Nous tenons à revenir sur le sujet des hausses de loyers qui a fait la manchette des médias d'information à partir de votre Association récemment, suite aux plaintes du Regroupement des comités logement et associations de locataires du Québec (RCLALQ) concernant les hausses de loyers qui sont survenues au Québec en 2005, qui ont tourné dans la moyenne de 4 %. Nous rappelons que nos loyers sont encore parmi les plus bas en Amérique du Nord et que les taux d'inoccupation sont déjà à la hausse, et on parle même de 2,7 % en 2006 pour la région de Montréal(chiffres de la SCHL), approchant ainsi le taux équilibré qui se situe selon les experts à 3 %. Il y a toujours des logements à louer actuellement. Dans certains secteurs, la location est déjà plus lente que durant les dernières années. Les propriétaires doivent surveiller le marché et ajuster leurs prix en fonction de l'offre et la demande.

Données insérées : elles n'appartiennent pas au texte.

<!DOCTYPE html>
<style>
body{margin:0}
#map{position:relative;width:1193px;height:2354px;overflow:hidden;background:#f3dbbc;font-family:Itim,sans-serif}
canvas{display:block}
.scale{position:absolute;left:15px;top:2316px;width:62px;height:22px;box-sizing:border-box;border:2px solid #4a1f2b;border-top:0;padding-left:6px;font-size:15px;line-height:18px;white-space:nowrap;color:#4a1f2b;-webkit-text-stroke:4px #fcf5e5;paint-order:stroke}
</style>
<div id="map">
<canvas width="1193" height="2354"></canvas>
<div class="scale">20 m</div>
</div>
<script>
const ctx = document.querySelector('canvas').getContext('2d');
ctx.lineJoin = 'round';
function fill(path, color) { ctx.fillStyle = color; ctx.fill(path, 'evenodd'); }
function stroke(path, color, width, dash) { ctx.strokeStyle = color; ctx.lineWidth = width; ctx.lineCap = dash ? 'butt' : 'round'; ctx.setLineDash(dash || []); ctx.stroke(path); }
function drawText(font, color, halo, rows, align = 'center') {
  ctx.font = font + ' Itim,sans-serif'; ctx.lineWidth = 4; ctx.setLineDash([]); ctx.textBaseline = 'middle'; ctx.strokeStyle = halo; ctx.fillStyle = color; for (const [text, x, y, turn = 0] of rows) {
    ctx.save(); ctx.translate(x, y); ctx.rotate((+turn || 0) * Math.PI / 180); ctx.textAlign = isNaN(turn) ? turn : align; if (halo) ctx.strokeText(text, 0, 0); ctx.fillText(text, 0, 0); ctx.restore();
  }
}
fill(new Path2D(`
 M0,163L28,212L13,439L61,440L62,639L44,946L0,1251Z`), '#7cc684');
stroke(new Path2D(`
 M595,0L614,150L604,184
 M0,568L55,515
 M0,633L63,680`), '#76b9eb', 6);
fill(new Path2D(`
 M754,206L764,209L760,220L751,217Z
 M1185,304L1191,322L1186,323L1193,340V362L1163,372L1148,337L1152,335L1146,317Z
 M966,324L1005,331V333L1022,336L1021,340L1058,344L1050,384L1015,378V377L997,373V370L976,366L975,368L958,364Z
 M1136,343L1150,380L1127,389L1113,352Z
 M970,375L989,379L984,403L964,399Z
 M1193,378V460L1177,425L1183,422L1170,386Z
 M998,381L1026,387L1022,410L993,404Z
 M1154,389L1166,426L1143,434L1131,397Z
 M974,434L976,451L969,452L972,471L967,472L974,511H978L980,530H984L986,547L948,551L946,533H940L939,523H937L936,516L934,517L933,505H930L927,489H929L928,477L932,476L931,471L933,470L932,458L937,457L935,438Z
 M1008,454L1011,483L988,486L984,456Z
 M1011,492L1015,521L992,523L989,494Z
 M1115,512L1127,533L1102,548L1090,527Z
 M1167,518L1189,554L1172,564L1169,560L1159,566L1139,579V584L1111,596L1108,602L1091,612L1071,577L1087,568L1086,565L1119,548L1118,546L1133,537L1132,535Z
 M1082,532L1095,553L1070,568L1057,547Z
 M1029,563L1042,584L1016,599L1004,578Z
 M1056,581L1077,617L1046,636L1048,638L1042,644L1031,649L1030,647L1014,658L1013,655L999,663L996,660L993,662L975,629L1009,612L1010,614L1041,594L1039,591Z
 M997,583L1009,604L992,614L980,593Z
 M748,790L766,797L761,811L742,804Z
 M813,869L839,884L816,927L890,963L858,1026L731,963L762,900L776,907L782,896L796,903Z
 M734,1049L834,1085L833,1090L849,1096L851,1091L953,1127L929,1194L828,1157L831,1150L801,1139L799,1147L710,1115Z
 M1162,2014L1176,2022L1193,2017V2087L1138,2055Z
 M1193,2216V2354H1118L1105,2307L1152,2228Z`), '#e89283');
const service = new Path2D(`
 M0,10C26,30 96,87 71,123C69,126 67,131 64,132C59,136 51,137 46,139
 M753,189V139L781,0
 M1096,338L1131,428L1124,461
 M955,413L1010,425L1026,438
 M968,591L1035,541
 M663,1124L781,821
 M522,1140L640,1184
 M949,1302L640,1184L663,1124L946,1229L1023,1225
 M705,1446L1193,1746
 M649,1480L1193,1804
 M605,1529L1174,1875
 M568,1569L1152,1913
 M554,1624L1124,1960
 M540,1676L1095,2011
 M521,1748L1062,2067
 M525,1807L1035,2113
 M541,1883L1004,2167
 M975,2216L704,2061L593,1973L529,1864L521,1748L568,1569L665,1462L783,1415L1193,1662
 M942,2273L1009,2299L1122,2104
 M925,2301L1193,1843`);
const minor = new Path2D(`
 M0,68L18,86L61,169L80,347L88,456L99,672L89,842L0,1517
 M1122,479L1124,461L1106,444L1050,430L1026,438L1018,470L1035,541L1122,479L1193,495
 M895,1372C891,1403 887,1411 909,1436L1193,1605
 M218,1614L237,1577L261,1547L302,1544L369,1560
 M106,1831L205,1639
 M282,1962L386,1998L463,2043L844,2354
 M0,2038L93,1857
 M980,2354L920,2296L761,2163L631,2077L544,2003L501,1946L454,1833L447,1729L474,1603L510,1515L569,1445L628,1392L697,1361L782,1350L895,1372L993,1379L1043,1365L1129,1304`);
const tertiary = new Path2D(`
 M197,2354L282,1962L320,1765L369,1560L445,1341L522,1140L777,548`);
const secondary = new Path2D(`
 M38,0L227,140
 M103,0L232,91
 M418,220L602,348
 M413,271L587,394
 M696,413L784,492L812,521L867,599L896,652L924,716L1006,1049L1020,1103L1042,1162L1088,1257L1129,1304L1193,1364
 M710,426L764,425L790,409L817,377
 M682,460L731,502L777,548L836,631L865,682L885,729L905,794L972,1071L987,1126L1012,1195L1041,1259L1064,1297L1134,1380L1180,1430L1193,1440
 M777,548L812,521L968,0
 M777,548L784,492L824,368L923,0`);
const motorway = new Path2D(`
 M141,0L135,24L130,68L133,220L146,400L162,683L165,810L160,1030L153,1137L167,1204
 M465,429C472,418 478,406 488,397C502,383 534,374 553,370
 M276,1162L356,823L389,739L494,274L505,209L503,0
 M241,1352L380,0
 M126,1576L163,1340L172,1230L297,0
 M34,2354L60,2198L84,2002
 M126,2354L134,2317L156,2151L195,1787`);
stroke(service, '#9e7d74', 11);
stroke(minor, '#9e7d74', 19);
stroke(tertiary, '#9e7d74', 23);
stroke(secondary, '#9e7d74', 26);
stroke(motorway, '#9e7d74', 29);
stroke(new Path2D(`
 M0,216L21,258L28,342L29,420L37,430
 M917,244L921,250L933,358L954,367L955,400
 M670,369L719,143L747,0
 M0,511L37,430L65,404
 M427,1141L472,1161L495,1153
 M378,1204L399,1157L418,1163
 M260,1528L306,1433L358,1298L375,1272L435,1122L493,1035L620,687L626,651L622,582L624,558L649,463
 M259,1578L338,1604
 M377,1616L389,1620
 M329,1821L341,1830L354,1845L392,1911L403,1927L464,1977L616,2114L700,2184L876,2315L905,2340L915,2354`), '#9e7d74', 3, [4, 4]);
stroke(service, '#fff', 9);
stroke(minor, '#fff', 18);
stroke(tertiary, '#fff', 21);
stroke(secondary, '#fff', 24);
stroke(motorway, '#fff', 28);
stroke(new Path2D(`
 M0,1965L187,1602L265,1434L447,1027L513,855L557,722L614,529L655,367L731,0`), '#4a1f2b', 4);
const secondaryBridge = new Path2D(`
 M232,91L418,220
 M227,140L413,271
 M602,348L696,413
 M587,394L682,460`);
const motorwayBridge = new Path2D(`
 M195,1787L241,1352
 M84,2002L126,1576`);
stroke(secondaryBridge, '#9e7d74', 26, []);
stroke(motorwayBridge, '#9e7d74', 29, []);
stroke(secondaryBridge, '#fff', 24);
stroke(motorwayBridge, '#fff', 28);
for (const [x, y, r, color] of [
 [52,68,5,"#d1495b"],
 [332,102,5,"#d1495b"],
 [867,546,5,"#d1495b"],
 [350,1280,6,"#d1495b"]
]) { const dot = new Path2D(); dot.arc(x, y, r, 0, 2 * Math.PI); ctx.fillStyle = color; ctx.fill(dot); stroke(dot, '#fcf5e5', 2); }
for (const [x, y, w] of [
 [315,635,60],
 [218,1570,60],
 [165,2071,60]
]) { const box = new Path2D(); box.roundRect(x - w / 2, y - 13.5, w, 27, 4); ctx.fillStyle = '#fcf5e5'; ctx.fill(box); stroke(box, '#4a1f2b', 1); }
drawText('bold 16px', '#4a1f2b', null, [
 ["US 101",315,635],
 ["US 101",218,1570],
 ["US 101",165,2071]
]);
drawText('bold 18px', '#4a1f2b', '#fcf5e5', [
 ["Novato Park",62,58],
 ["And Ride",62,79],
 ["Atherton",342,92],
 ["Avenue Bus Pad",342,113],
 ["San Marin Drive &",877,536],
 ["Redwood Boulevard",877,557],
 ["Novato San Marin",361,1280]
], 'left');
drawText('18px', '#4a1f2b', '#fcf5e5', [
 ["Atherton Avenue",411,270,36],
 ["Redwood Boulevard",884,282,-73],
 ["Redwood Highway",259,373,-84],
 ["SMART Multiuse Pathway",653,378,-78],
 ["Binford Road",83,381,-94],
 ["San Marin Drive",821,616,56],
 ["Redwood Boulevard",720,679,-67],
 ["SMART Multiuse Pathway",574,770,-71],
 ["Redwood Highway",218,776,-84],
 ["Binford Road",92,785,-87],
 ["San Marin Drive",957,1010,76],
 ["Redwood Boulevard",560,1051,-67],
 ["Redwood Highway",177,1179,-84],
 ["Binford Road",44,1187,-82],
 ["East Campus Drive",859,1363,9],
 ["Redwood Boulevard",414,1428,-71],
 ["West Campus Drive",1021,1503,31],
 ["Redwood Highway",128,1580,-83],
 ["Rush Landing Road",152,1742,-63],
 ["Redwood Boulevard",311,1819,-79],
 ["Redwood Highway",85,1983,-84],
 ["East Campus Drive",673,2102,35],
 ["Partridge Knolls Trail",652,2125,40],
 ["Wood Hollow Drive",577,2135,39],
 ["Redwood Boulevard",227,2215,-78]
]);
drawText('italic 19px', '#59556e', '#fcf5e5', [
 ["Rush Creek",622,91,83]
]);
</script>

Nous croyons finalement que le marché peut fonctionner normalement, et certaines personnes ou familles devront toujours avoir de l'aide financière pour réussir à se loger convenablement. Les gouvernements auraient tout avantage à faire confiance davantage au propriétaires privés pour bien combler les besoins des locataires, mieux entretenir le parc actuel, au lieu de piger allègrement dans les poches des payeurs de taxes avec des HLM dont la construction et le fonctionnement provoquent des investissements sans limites et souvent sans contrôles.